There are many things about our historic towns and cities that make them examples of sustainability. Today's local authorities cannot take all the credit for this, after all much of what is best about these places is inherited from a more or less distant past. It is arguable though that for fifty years since 1947 planning has played a positive part in creating the quality of life offered by historic towns.
But what of the future? In 2001 the government published 'Planning: Delivering a Fundamental Change'. The rest, as they say, is history. But hardly a glorious one: there are few practitioners who believe the new development plan system is an improvement on the old one, quite the contrary in fact. It is a credit to all involved that huge efforts are being made to make it work despite its shortcomings.
Given that criticism, further changes to put things right should be welcomed and there is indeed much in the Barker Review that may be helpful. At the same time there is a sense that the financial and market drivers behind the Review are challenging the principles of planning. In January the Policy Exchange think tank published a report calling for the scrapping of Green Belts, the reintroduction of Simplified Planning Zones and 'fiscal incentives' for councils to allow development.

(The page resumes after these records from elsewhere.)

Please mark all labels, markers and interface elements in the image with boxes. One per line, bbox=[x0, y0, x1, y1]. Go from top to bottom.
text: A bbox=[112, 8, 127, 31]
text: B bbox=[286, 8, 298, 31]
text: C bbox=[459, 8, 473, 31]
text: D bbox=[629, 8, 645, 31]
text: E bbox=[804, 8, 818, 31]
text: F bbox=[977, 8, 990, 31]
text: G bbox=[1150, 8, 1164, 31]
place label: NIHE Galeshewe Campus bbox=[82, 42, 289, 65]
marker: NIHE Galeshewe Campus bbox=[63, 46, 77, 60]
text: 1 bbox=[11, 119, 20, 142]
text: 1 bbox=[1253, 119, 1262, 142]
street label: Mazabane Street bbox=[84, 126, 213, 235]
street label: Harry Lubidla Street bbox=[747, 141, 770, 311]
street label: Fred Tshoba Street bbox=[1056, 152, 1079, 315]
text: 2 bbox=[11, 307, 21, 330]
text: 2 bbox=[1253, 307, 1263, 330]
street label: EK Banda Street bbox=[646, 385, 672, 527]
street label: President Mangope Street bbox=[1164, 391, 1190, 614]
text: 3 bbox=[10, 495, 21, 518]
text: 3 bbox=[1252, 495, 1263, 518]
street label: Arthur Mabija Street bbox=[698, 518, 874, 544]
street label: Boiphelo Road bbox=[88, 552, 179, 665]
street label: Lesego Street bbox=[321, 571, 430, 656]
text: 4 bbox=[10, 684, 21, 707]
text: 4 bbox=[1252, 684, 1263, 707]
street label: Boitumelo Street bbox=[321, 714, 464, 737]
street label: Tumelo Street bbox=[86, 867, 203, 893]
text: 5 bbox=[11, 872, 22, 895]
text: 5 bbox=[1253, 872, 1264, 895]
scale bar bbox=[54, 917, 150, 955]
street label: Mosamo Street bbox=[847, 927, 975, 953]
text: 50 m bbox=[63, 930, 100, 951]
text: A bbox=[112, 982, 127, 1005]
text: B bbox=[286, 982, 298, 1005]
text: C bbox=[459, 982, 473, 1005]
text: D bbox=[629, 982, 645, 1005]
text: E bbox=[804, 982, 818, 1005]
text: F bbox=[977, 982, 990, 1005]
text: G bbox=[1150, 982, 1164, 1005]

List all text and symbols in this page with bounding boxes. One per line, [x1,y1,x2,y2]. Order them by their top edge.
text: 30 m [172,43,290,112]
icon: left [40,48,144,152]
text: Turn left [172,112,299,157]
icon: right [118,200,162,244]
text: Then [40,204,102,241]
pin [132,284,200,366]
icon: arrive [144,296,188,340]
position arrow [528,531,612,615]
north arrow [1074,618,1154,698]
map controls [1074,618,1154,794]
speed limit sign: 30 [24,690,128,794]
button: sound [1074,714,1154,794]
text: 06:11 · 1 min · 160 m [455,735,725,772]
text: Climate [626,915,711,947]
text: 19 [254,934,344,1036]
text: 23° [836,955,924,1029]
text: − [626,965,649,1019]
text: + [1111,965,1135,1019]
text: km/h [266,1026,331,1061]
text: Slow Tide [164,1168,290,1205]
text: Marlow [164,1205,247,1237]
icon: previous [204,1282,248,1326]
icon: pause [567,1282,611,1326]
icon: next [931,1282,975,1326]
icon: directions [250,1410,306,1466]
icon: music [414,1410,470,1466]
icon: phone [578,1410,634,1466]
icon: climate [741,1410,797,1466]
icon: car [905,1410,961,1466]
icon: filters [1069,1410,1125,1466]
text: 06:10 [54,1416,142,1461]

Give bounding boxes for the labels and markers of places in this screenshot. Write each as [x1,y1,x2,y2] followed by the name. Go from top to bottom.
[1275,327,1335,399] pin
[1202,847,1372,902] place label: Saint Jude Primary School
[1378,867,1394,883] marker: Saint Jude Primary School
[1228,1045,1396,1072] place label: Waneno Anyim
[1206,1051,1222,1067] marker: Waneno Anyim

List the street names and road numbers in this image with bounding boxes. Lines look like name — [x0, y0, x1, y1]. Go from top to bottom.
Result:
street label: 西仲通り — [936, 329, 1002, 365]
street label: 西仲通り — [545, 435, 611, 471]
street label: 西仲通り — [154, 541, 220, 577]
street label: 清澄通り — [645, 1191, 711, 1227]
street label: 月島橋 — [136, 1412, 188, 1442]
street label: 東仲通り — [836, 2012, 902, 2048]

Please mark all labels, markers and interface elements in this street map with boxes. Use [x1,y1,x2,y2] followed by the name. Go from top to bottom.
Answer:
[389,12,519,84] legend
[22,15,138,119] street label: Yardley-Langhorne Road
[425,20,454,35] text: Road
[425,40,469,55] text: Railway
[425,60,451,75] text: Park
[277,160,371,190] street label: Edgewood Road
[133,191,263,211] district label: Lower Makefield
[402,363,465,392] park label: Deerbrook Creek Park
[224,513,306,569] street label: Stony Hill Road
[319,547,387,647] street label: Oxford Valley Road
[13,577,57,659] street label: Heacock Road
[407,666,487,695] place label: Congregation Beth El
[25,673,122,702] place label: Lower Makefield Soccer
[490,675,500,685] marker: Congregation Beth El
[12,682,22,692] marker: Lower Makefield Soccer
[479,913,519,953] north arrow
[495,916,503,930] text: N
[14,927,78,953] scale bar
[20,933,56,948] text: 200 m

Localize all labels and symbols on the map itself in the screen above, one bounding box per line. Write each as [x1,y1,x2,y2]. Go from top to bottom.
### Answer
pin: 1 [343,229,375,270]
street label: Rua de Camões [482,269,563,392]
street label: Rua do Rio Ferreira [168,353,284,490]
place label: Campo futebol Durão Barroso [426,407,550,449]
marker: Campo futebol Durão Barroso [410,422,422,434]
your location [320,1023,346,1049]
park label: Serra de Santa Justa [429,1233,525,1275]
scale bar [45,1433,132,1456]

The challenges of the present system and the turbulence around further change run the risk of undermining planning by demotivating planners and damaging public confidence in the benefits it brings. One of the arguments for planning is that it helps to create certainty and continuity.
That is not how things appear at the moment.
It is particularly ironic that we should be in this position now. The Local Government White Paper supports the need to strengthen communities and recognises the crucial role of local government in 'place shaping'. Perhaps even more important the Stern Report sees a critical role for planning in tackling climate change.
Our historic towns and cities can help to lead the way in this by building on their existing strengths - compactness, good environment, flexible economies, community involvement and strong senses of place - to become increasingly powerful exemplars of sustainable development. To help achieve this, planning must be strong, simple and stable if it is to be a proactive and positive force for sustainable change.